China’s Black Teas – Made With Extraordinary Skill and Care

China’s black teas, called “kung fu” teas, are a labor of love. The term “kung fu” refers to the highest grades of black tea, carefully and skillfully made, with extraordinary care taken in each step of the manufacturing process.

Called black tea in the West, it is called red tea or hongcha in China. China’s black teas are very different from those of India and Sri Lanka. Rather than bold and robust, they are soft, sweet, and fragrant, yet full-bodied and flavorful. This is because the Chinese slowly and carefully coax the flavor and fragrance from the leaf, using a much lighter touch and a lengthier, slower oxidation period.

The longer, slower oxidation helps concentrate a type of flavanoid called thearubigins, and together with lots of plump, sweet tips, a fine pluck, and careful, slow processing draws out the lightly sweet aroma of rock fruits, and hints of bittersweet chocolate (without the bitterness).

There are several different families of black tea, each coming from a different area of China. From Anhui province comes the Keemun family of black teas. This includes Keemun Hao Ya (also called Qimen Hao Ya or Keemun Downy Bud), Keemun Hao Ya B, Keemun Mao Feng (also called Keemun Hairpoint Mao Feng), and Keemun Congou.

Keemun is China’s most famous black tea, named after Qimen in Anhui province where it’s made.
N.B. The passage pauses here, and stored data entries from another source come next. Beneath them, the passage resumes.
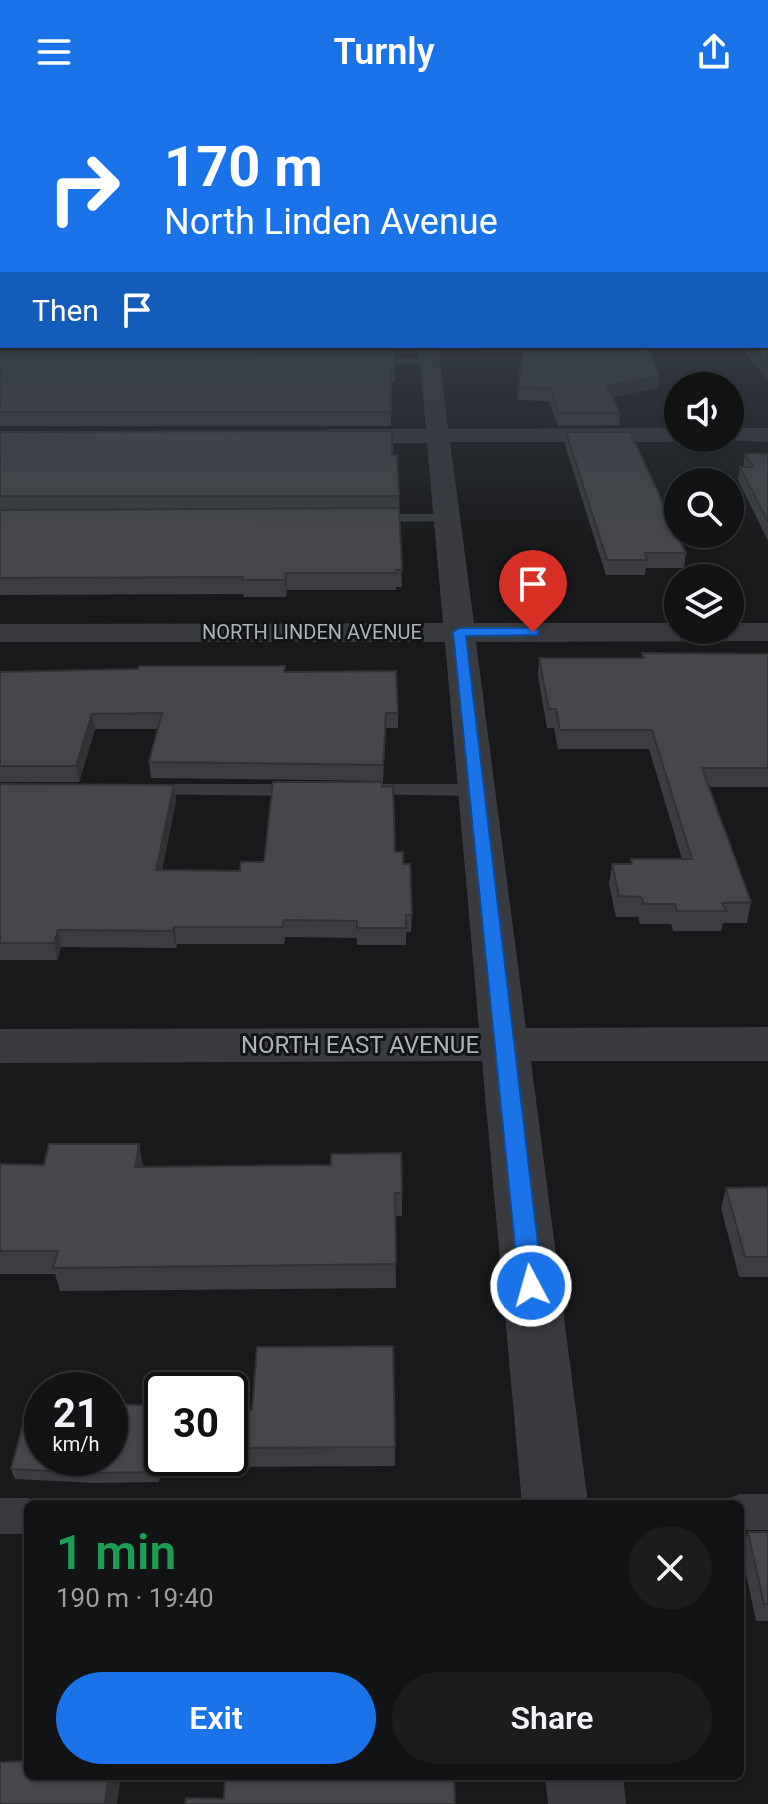 <!DOCTYPE html>
<meta charset="utf-8">
<style>
:root{--surface:#121314;--page:#1b1c1d;--text:#f1f3f6;--muted:#9c9ea0;--line:#313234;--accent:#1a73e8}
body{margin:0;font-family:Roboto,sans-serif;background:var(--page);color:var(--text);height:100vh;display:flex;flex-direction:column;font-size:30px;white-space:nowrap}
*{box-sizing:border-box;margin:0}
p{font-size:26px;color:var(--muted)}
.icon{flex:none;width:44px;height:44px;fill:none;stroke:currentColor;stroke-width:2;stroke-linecap:round;stroke-linejoin:round}
.map{position:relative;flex:1;overflow:hidden}
.details{position:absolute;left:24px;top:1396px;width:720px;height:280px;display:flex;flex-direction:column;background:var(--surface);border-radius:12px;box-shadow:0 2px 6px #0004,0 0 0 2px var(--line)}
.details>*{flex:none}
.guide{position:absolute;left:0px;top:0px;width:768px;height:244px;box-shadow:0 2px 6px #0004,0 0 0 2px var(--line);background:#1a73e8;color:#fff;overflow:hidden}
.buttons{position:absolute;left:664px;top:268px;display:grid;gap:16px}
.buttons a{display:grid;place-items:center;width:80px;height:80px;border-radius:50%;background:var(--surface);box-shadow:0 2px 6px #0004,0 0 0 2px var(--line);font-size:40px}
.speed{position:absolute;left:24px;top:1268px;display:flex;gap:16px;font-size:40px;font-weight:700;text-align:center}
.speed>*{display:grid;place-content:center;width:104px;height:104px;border-radius:50%;background:var(--surface);box-shadow:0 2px 6px #0004,0 0 0 2px var(--line);line-height:1}
.speed small{font-size:20px;font-weight:400}
.speed .limit{border:4px solid #111;border-radius:12px;background:#fff;color:#111}
.pin{position:absolute;display:grid;place-items:center;width:68px;height:68px;color:#fff;margin:-82px -34px;border-radius:50% 50% 50% 0;rotate:-45deg;box-shadow:0 0 8px #0007}
.pin .icon{rotate:45deg}
.me{position:absolute;width:88px;margin:-44px;rotate:354deg;stroke-linejoin:round;filter:drop-shadow(0 0 6px #0008)}
.turn{display:flex;align-items:center;gap:28px;height:168px;padding:0 32px;font-size:36px}
.turn .icon{width:104px;height:104px;stroke-width:2.5}
.turn b{display:block;font-size:56px;line-height:68px}
.then{display:flex;align-items:center;height:76px;padding:0 32px;background:#0003;gap:16px;font-size:30px}
.round{display:grid;place-items:center;flex:none;width:84px;height:84px;border-radius:42px;background:var(--page)}
.summary{display:flex;align-items:center;justify-content:space-between;height:136px;padding:0 32px}
h1{font-size:48px;font-weight:600;line-height:60px;color:#1e9e55}
.action{display:flex;gap:16px;margin-top:auto;padding:16px 32px}
.action a{flex:1;height:92px;border-radius:48px;background:var(--accent);color:#fff;font-size:32px;font-weight:600;line-height:92px;text-align:center}
.action a+a{background:var(--page);color:var(--text)}
header{display:flex;justify-content:space-between;align-items:center;height:104px;padding:0 32px;background:var(--accent);color:#fff;font-size:36px;font-weight:600}
.map>svg:first-child{display:block}
.lines{fill:none;stroke-linecap:round;stroke-linejoin:round}
.lane{fill:#393b3f;fill-rule:evenodd}
.street{fill:#393b3f;fill-rule:evenodd}
.wall{fill:#3b3d40}
.shaded-wall{fill:#303234}
.building{fill:#45474a;stroke:#303234;stroke-width:2}
.route{fill:#1a73e8;stroke:#114b97;stroke-width:2}
.labels{text-anchor:middle;dominant-baseline:central;stroke-width:6;stroke-linejoin:round;paint-order:stroke}
.far-street-label{font-size:20px;fill:#abb2ba;stroke:#131415}
.street-label{font-size:24px;fill:#abb2ba;stroke:#131415}
</style>
<header><svg class="icon" aria-label="menu" viewBox="0 0 24 24"><path d="M4 6h16M4 12h16M4 18h16"/></svg>Turnly<svg class="icon" aria-label="share" viewBox="0 0 24 24"><path d="M12 15V3M7 8l5-5 5 5M5 13v7h14v-7"/></svg></header>
<div class="map">
<svg width="768" height="1700" viewBox="0 0 768 1700">
<rect width="100%" height="100%" fill="#18191a"/>
<g class="lines">
<!-- lane -->
<path class="lane" d="M364,254H430L435,257L430,260L360,259V255Z
M447,410L452,411V417L370,418L363,414L370,410Z
M143,680H302L312,686L302,692L136,690L133,686Z
M363,680H477L487,686L477,692L356,690L353,686L356,682Z
M740,1390H768V1426H740V1400H725L727,1395Z
M0,1394H28L41,1399L28,1400V1430H0Z"/>
<!-- street -->
<path class="street" d="M418,242H438L448,325L678,324V334H687L678,338H450L474,519H678V526H730V519H768V537L476,538L526,924L768,923V957H531L588,1400H522L482,957L0,959V925L479,924L445,538H0V520L443,519L427,339H330L322,337L319,332L322,327L330,325H426Z
M730,324H768V338L722,336L730,334Z
M545,1672H623L626,1700H548Z"/>
</g>
<!-- wall -->
<path class="wall" d="M768,211V277L742,244L648,245L658,284L612,293L620,309L619,321L558,322L549,297L517,296L523,248H481L480,242H766Z
M2,227V242H393L395,278H391V322H0V228Z
M0,328L392,351L399,392L402,483H396V486H287L286,493H244L243,490L0,491Z
M566,328L686,449L684,464H646L645,471H606L565,341Z
M745,350H768V437L738,376L740,363H743Z
M642,549L768,550V683H709L751,798L747,819H723L721,827H673L671,820H640L638,813H616L609,780L612,760H631V755H682L649,645H558L554,624H547L538,572L539,554H642Z
M0,568H285L398,609V624H386L383,677L151,674L149,658L158,625H95L79,678H0Z
M0,680L174,681L176,697L162,766L240,767L264,758L382,683L395,748L403,760L412,811L411,828H406V841H357V834L285,833L284,840H177L176,844L61,843L57,856H0Z
M139,1040L143,1063L402,1088V1112H395L396,1184L60,1187L55,1170H0V1060L44,1061Z
M768,1083V1173H739L721,1104L726,1084Z
M162,1302V1354H171L169,1363L161,1364L159,1378L94,1379L15,1375L11,1365Z
M230,1306L395,1343V1362L229,1363L228,1354H230Z
M748,1428H768V1517H756L741,1447Z"/>
<!-- shaded-wall -->
<path class="shaded-wall" d="M659,272L658,284L606,294L607,282Z
M286,469L287,486L286,493L285,476Z
M386,609V624L383,677V661Z
M92,610L95,625L79,678L76,662Z
M174,681L176,697L158,782L156,766Z
M174,823L177,840L176,844L173,827Z
M58,826L61,843L57,856L54,839Z
M139,1040L143,1064L135,1063Z
M159,1353L161,1364L159,1378L157,1368Z
M109,1672H117L120,1678L117,1700H105Z"/>
<!-- building -->
<path class="building" d="M766,211H768V262L751,242H766Z
M2,227V239H0V228Z
M524,242H647L659,272L607,282L620,309H559L550,284L518,283Z
M394,250L395,264H391V308H0V296L1,294H0V251Z
M392,327V351H397L399,392H0V328Z
M566,328H630L686,449H645L647,456H607Z
M745,350H768V418L740,363H753Z
M399,404L402,466H396V469H286L285,476H242L243,473L0,474V406Z
M642,549L768,550V664H702L751,798L722,799L726,807H677L675,800H644L641,793L619,792L612,760H632L631,755H692L652,626H560L556,605H549L539,554H644Z
M139,562H285L284,568L396,567L398,609H386L383,661L149,658L162,609L92,610L76,662H0V568L138,565Z
M273,678H382V683L393,682L395,748H403V760H410L412,811H406V824H357V817L284,816L283,823H174L173,827L58,826L54,839H0V680L174,681L156,766L240,767L241,758H264Z
M49,1040H139L135,1063L331,1061V1050L401,1049L402,1088L395,1089L396,1160L53,1164L58,1147H0V1060L44,1061Z
M768,1083V1153H745L726,1084Z
M393,1242L395,1343L230,1344V1306H252L257,1243Z
M29,1298H42V1354H110V1300L162,1302V1353H159L157,1368L91,1369L11,1365Z
M748,1428H768V1500H764Z
M28,1657V1672H109L105,1700H0V1658Z
M225,1672H454L455,1700H185L186,1694L224,1695Z"/>
<!-- sky -->
<linearGradient id="sky" x2="0" y2="1"><stop stop-color="#0d0e0e"/><stop offset="0.47" stop-color="#373e49"/><stop offset="1" stop-color="#373e49" stop-opacity="0"/></linearGradient>
<rect width="768" height="449" fill="url(#sky)"/>
<!-- route -->
<path class="route" d="M533,524L538,525V531L466,532L543,1182L539,1189L531,1192L523,1189L519,1182L453,528L459,524Z"/>
<g class="labels">
<!-- far-street labels -->
<g class="far-street-label">
<text x="312" y="528">NORTH LINDEN AVENUE</text>
</g>
<!-- street labels -->
<g class="street-label">
<text x="360" y="941">NORTH EAST AVENUE</text>
</g>
</g>
</svg>
<div class="buttons">
<a><svg class="icon" aria-label="sound" viewBox="0 0 24 24"><path d="M4 9h4l5-4v14l-5-4H4zM17 9q2 3 0 6"/></svg></a>
<a><svg class="icon" aria-label="search" viewBox="0 0 24 24"><circle cx="10" cy="10" r="6"/><path d="M15 15l6 6"/></svg></a>
<a><svg class="icon" aria-label="layers" viewBox="0 0 24 24"><path d="M12 4l9 5-9 5-9-5zM3 14l9 5 9-5"/></svg></a>
</div>
<div class="speed"><div>21<small>km/h</small></div><div class="limit">30</div></div>
<div class="pin" style="left:533px;top:528px;background:#d93025"><svg class="icon" aria-label="arrive" viewBox="0 0 24 24"><path d="M6 21V4h12l-3 4 3 4H6"/></svg></div>
<svg class="me" style="left:531px;top:1182px" viewBox="-20 -20 40 40"><circle r="17" fill="#1a73e8" stroke="#fff" stroke-width="3"/><path d="M0-11L8 9 0 5-8 9z" fill="#fff"/></svg>
<div class="guide">
<div class="turn"><svg class="icon" aria-label="right" viewBox="0 0 24 24"><path d="M7 20v-9h11M14 6l5 5-5 5"/></svg><div><b>170 m</b>North Linden Avenue</div></div>
<div class="then">Then<svg class="icon" aria-label="arrive" viewBox="0 0 24 24"><path d="M6 21V4h12l-3 4 3 4H6"/></svg></div>
</div>
<section class="details">
<div class="summary"><div><h1>1 min</h1><p>190 m · 19:40</p></div><a class="round"><svg class="icon" aria-label="close" viewBox="0 0 24 24"><path d="M6 6l12 12M18 6L6 18"/></svg></a></div>
<div class="action"><a>Exit</a><a>Share</a></div>
</section>
</div>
Keemun black teas have been favorites in the West for more than a century because of their sweet and intriguing chocolate flavor.

China’s Fujian province is home to the Panyang Congou family of black teas, which include Dan Gui, Golden Crab, Golden Monkey, King of Golden Needles, and Panyang Congou.

One of the last historical teas of its type produced in China during the tea trade days, Panyang Congou is carefully made, as its name implies (Congou is a variation of Kung fu, meaning made with skill and care). Congou is also a tea trade classification for teas with this particular twisted shape.

For centuries Panyang Congou was handmade by skilled masterful tea makers, but today it is made mainly by machine.

From China’s Wuyi Mountains in the northern part of Fujian province, in an area considered to be the birthplace of tea, comes a revered black tea, Lapsang Souchong (or Tarry Lapsang). Even though today Lapsang Souchong is being marketed the world over, the best and original version is only produced in Wuyi Shan.

China’s Sichuan province is a mountainous region with vast areas of wilderness untouched as yet by man. It is home to a single black tea, Zao Bei Jian, also called Imperial Sichuan.

In the far northwestern tip of Yunnan, touching on the Tibetan Himalaya, Yunnan province is rich with history, and home to some of China’s most interesting and flavorful teas, Yunnan Buds of Gold and Yunnan Golden Needles. Both are made from an indigenous variety of large, broad-leaf tea bushes, known to locals as dayeh, found only is this remote area of Yunnan province.

Considered to be some of the highest grades of black tea, Yunnan Buds of Gold and Yunnan Golden Needles are made with lots of long tips, giving them a sweet and creamy, malty flavor with no bitterness.

In the southwestern corner of Yunnan province lies the hot and steamy tropical area of Xishuangbanna, home to earthy black pu-erh teas. These healthy teas are considered to be medicinal by the Chinese. Research has confirmed their beliefs, with studies showing pu-erh teas to aid in weight loss as well as many of the same health benefits attributed to green and white teas, that receive minimal processing.